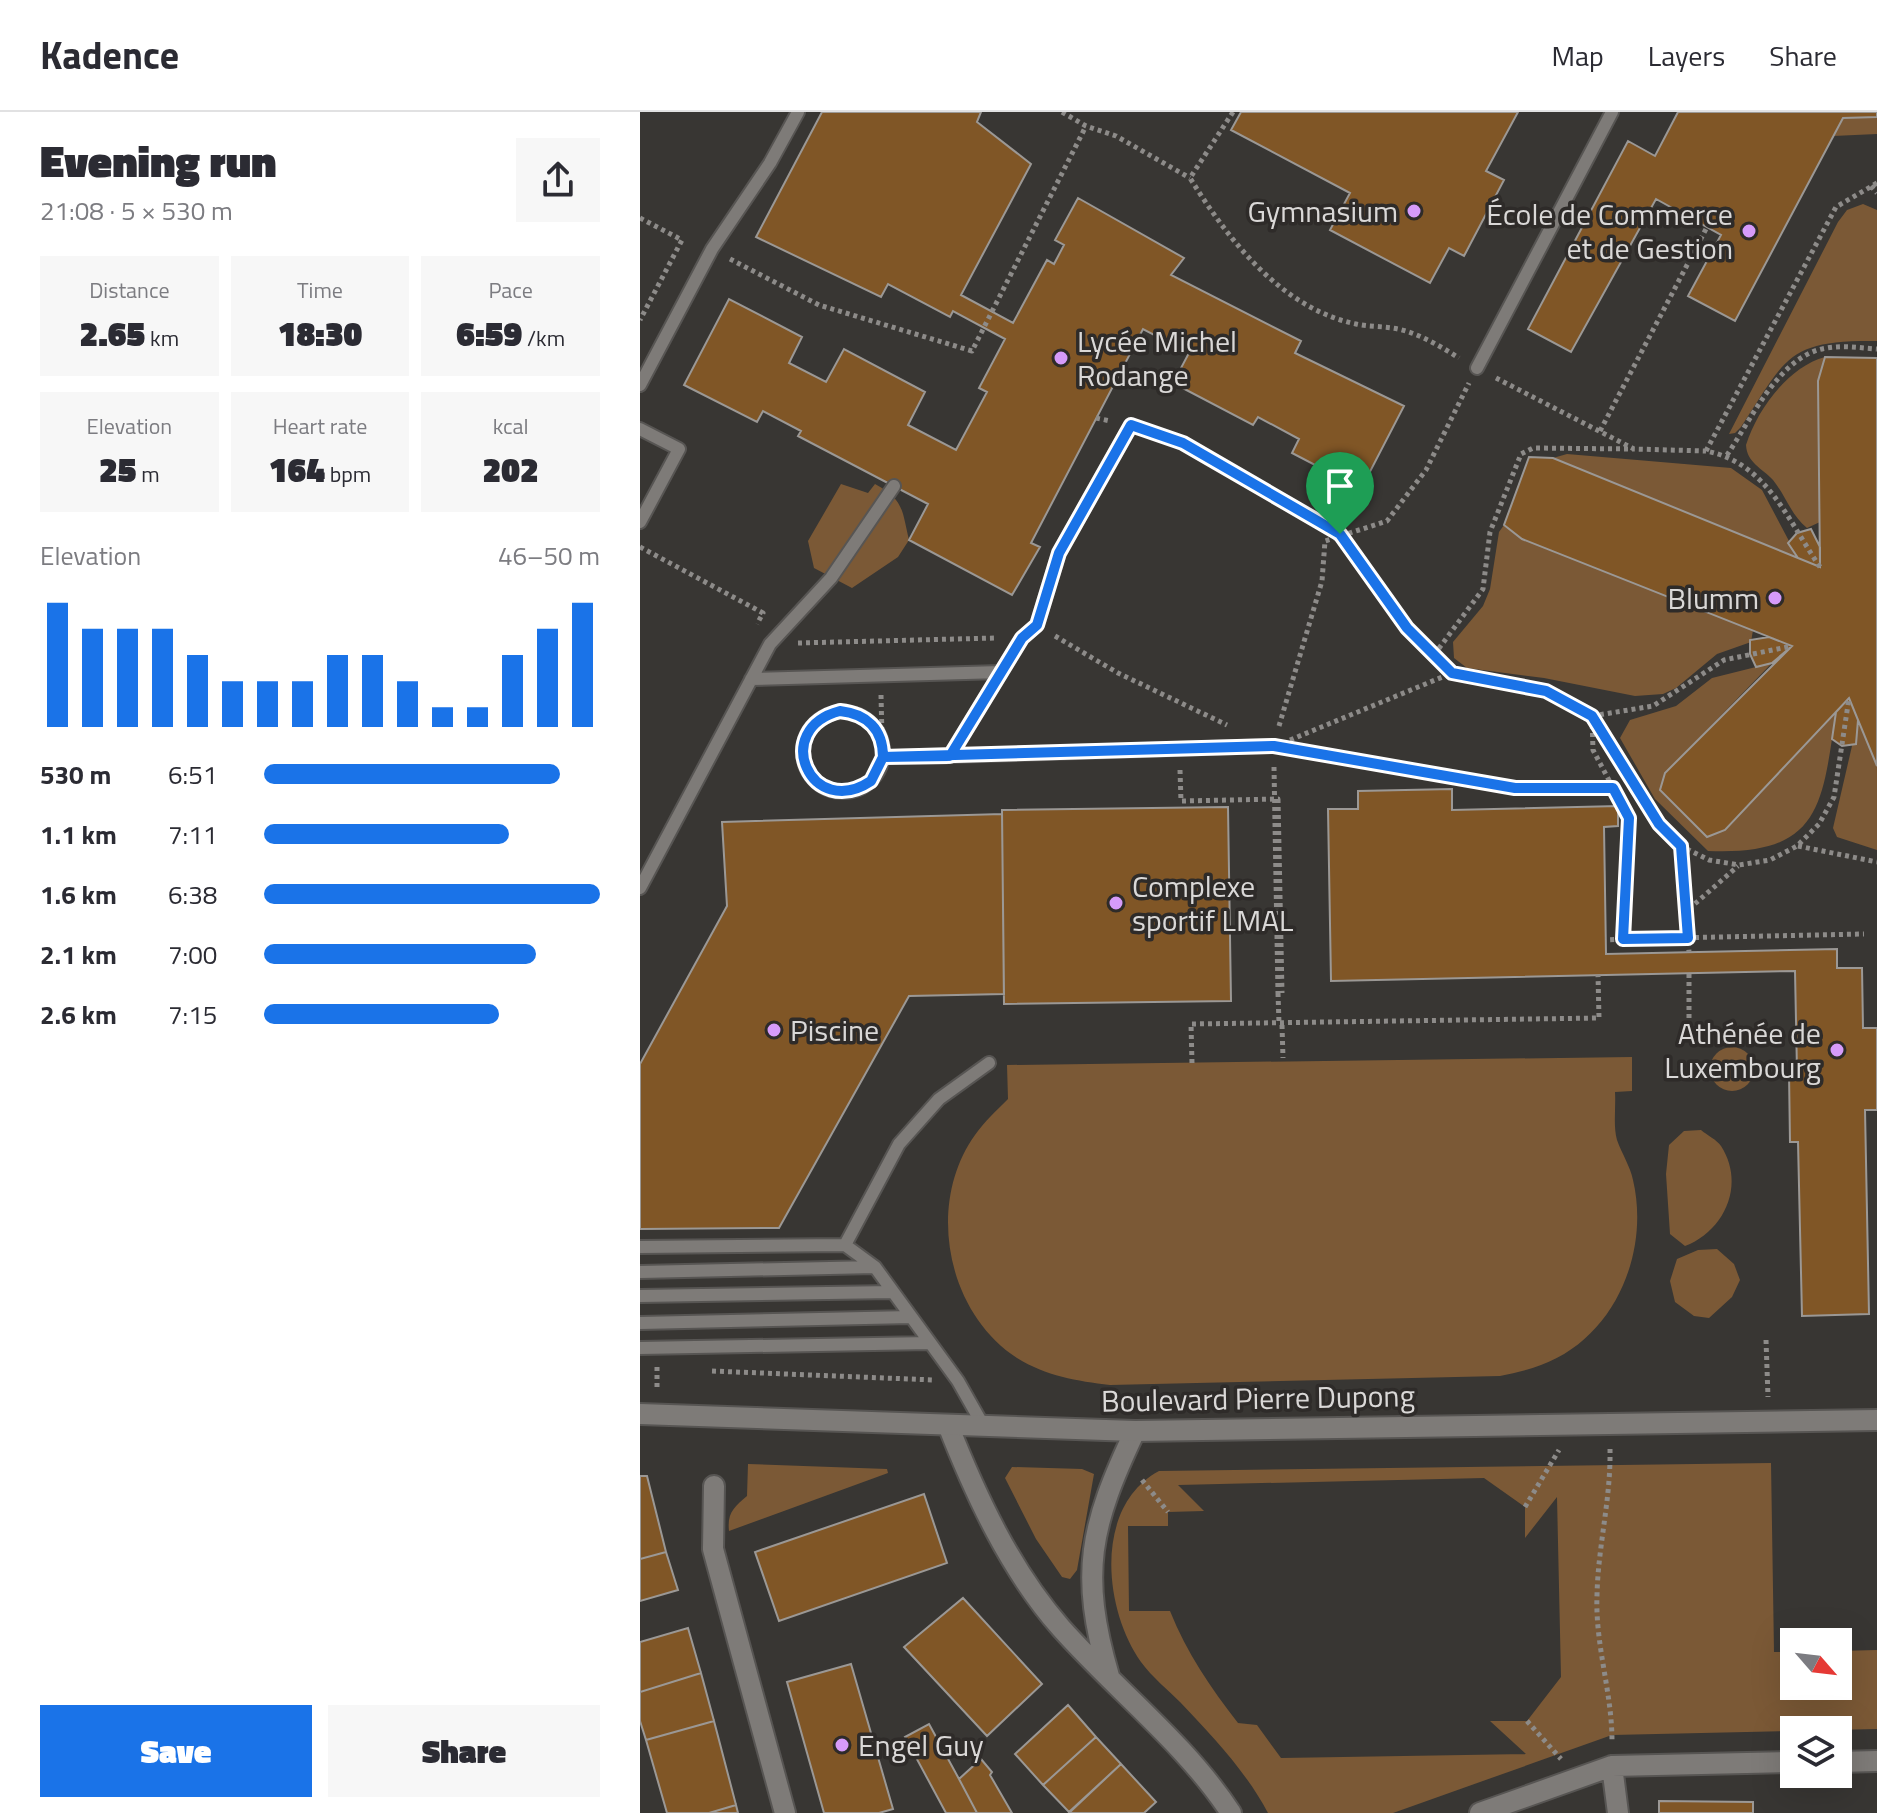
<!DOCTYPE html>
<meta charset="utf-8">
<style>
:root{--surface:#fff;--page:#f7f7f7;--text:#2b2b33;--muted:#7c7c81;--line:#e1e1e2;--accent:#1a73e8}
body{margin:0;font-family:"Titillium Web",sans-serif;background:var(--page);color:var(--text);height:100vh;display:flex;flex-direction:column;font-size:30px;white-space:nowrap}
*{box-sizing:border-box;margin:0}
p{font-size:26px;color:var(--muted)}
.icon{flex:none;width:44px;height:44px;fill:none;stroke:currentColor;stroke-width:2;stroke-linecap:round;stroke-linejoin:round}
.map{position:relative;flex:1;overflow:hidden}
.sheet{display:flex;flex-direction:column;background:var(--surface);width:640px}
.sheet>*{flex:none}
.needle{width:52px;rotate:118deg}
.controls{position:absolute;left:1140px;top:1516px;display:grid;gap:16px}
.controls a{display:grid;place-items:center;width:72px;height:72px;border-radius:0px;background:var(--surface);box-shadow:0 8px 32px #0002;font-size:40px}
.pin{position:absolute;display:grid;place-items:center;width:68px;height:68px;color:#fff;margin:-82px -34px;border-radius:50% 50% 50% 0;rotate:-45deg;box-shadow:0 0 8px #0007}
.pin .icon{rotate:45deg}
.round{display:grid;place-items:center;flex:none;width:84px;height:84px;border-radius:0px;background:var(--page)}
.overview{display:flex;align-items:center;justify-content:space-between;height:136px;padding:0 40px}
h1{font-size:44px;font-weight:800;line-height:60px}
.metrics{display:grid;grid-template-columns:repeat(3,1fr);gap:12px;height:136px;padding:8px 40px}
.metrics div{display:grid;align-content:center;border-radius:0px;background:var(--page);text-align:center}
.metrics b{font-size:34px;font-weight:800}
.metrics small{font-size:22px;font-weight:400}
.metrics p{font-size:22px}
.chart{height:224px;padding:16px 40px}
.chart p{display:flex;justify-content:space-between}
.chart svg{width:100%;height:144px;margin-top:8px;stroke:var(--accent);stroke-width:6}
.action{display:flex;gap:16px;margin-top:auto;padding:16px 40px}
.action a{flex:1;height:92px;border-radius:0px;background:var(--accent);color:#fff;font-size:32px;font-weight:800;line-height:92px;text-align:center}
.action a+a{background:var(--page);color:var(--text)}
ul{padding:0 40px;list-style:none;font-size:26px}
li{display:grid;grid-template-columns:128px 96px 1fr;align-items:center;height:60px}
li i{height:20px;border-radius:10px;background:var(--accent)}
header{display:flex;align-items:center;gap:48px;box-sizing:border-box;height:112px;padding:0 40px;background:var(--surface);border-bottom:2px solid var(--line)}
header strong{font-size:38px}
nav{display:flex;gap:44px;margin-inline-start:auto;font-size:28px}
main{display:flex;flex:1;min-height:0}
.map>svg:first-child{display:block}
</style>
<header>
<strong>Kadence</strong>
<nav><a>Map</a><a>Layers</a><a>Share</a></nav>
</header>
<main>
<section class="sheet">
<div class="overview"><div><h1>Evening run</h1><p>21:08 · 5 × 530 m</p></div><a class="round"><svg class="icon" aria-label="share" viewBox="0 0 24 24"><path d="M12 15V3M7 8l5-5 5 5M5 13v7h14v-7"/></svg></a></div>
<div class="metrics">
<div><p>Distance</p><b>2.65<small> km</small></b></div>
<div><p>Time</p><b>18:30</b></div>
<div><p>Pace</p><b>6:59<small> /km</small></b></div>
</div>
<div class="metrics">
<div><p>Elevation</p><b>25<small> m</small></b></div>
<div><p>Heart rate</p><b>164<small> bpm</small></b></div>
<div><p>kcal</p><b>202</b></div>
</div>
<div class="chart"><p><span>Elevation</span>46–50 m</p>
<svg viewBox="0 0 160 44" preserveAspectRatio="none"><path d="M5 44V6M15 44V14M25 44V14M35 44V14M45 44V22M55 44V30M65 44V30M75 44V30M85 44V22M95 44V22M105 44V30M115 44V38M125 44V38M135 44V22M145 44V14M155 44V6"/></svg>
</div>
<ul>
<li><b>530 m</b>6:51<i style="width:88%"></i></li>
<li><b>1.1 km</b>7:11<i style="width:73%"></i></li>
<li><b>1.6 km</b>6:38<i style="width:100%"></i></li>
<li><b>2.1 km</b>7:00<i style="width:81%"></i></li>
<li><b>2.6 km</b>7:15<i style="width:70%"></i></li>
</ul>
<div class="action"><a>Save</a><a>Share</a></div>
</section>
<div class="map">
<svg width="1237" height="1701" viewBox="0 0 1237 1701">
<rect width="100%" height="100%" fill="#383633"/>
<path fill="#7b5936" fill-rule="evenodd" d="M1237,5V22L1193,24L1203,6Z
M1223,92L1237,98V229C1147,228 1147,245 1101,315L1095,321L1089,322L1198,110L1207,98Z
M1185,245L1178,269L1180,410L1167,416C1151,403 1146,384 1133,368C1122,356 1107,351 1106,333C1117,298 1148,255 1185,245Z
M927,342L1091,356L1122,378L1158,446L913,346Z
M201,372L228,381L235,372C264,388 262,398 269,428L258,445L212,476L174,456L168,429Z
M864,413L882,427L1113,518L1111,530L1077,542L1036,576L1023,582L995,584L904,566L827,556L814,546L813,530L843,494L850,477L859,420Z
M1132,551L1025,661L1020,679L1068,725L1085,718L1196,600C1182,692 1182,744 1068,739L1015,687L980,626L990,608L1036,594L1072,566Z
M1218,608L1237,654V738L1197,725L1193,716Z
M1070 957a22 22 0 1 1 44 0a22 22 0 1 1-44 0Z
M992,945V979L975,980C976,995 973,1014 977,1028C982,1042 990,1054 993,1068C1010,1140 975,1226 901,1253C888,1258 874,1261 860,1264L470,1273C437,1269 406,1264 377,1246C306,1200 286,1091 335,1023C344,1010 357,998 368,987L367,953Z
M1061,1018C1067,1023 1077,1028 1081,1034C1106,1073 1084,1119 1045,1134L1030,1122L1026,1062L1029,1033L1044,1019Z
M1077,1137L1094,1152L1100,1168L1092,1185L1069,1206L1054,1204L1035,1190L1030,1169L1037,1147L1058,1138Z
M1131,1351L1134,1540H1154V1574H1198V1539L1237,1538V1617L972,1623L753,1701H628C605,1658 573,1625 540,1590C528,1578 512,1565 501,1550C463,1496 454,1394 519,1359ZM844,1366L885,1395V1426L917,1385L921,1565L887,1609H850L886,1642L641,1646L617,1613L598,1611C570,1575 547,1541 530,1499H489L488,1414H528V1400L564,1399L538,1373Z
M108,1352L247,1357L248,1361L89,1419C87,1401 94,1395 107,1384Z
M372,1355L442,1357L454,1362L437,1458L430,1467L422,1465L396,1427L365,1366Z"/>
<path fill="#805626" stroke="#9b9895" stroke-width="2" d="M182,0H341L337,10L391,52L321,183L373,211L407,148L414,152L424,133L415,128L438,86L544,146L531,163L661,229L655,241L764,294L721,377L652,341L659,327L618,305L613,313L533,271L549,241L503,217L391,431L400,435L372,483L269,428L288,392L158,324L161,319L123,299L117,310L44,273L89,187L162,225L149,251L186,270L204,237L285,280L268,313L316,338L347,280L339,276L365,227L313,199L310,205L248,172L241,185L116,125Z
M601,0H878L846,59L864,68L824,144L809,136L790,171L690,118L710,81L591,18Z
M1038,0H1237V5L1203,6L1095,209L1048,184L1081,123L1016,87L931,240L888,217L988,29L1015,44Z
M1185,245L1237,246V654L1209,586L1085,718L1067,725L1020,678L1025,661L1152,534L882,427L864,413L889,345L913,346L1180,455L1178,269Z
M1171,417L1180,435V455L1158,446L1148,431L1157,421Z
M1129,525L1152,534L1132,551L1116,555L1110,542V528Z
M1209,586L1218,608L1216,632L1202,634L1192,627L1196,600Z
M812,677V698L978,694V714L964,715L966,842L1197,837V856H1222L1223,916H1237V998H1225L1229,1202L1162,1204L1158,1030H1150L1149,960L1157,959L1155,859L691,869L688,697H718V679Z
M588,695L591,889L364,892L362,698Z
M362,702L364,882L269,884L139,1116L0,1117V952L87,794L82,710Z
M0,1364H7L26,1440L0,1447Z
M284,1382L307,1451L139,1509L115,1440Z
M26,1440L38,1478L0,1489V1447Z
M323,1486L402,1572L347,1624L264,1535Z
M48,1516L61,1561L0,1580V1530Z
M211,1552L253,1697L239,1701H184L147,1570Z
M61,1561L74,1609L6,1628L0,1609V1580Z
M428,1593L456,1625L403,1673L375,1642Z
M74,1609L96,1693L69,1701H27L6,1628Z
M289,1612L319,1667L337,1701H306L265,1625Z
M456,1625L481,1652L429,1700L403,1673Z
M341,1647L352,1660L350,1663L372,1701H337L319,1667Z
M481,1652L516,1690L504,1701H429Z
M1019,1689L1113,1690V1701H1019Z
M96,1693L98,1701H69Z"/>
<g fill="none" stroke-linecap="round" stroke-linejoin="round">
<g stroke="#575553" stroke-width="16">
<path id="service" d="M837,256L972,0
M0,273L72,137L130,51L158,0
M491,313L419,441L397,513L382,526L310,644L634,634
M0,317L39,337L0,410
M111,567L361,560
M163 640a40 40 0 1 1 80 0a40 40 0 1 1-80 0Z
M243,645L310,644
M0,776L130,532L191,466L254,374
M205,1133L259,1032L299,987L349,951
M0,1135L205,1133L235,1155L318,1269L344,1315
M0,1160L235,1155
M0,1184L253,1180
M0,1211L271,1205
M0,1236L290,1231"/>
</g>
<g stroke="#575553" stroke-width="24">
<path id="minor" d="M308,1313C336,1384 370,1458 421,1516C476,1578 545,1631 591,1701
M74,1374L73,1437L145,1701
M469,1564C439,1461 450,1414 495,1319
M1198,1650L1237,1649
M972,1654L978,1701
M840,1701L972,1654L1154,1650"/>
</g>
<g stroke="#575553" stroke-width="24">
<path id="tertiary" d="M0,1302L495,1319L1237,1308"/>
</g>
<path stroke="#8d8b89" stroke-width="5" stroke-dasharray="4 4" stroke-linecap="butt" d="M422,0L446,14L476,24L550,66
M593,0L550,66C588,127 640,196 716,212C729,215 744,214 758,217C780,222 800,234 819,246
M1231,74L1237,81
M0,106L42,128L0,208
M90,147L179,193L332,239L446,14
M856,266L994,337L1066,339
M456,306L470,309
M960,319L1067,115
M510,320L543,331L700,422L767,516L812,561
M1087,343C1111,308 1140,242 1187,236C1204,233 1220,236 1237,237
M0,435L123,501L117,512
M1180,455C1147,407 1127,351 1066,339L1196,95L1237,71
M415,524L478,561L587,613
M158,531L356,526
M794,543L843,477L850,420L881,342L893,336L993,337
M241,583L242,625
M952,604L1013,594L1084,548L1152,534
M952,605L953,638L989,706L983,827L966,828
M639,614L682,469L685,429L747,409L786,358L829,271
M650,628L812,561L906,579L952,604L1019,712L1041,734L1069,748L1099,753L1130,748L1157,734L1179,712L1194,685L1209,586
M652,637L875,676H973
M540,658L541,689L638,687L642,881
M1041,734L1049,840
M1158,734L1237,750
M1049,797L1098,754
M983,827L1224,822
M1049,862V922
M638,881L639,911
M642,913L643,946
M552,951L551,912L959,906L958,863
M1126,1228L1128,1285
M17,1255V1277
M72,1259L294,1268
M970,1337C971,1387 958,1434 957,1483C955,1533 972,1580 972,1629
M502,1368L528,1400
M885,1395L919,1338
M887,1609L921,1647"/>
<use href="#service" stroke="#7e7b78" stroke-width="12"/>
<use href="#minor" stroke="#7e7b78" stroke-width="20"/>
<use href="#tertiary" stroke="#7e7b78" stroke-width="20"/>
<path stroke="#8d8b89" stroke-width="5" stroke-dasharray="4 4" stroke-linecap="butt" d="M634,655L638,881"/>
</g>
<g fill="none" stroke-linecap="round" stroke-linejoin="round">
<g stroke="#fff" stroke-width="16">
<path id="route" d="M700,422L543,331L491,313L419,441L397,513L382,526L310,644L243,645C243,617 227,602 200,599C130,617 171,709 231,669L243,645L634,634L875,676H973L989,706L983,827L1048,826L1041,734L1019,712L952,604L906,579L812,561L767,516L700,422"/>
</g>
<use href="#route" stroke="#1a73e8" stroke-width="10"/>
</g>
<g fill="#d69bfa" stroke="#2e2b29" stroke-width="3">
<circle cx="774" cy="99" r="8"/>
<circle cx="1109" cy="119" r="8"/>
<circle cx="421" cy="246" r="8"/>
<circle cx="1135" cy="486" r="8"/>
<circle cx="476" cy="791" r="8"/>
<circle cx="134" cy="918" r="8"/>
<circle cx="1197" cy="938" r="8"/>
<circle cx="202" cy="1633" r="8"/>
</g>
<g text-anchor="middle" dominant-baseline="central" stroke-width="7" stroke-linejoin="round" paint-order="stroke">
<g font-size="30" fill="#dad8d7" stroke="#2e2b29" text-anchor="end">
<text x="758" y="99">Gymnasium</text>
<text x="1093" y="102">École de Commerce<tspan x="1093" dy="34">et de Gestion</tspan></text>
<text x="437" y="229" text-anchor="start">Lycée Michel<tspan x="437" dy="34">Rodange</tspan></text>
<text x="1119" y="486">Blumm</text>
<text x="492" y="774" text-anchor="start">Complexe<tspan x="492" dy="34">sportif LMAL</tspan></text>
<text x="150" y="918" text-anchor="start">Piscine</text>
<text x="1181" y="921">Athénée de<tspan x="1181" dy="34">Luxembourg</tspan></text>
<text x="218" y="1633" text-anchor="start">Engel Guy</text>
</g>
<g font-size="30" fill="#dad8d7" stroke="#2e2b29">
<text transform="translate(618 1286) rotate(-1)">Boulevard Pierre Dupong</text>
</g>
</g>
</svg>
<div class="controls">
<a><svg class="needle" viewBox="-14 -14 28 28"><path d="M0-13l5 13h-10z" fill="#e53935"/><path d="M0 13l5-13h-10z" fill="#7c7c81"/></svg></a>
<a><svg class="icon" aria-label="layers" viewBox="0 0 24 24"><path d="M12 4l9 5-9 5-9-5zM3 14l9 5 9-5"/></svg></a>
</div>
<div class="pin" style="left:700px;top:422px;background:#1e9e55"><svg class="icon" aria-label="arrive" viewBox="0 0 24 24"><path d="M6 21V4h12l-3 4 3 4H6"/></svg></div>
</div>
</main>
☆ ☆ ☆ ☆ ☆ ☆ ☆
> **WHAT IS REQUIRED**
Only a number should be given: the count of lines above that contain the word "shadow".

> **SOLUTION TO THIS EXERCISE**
2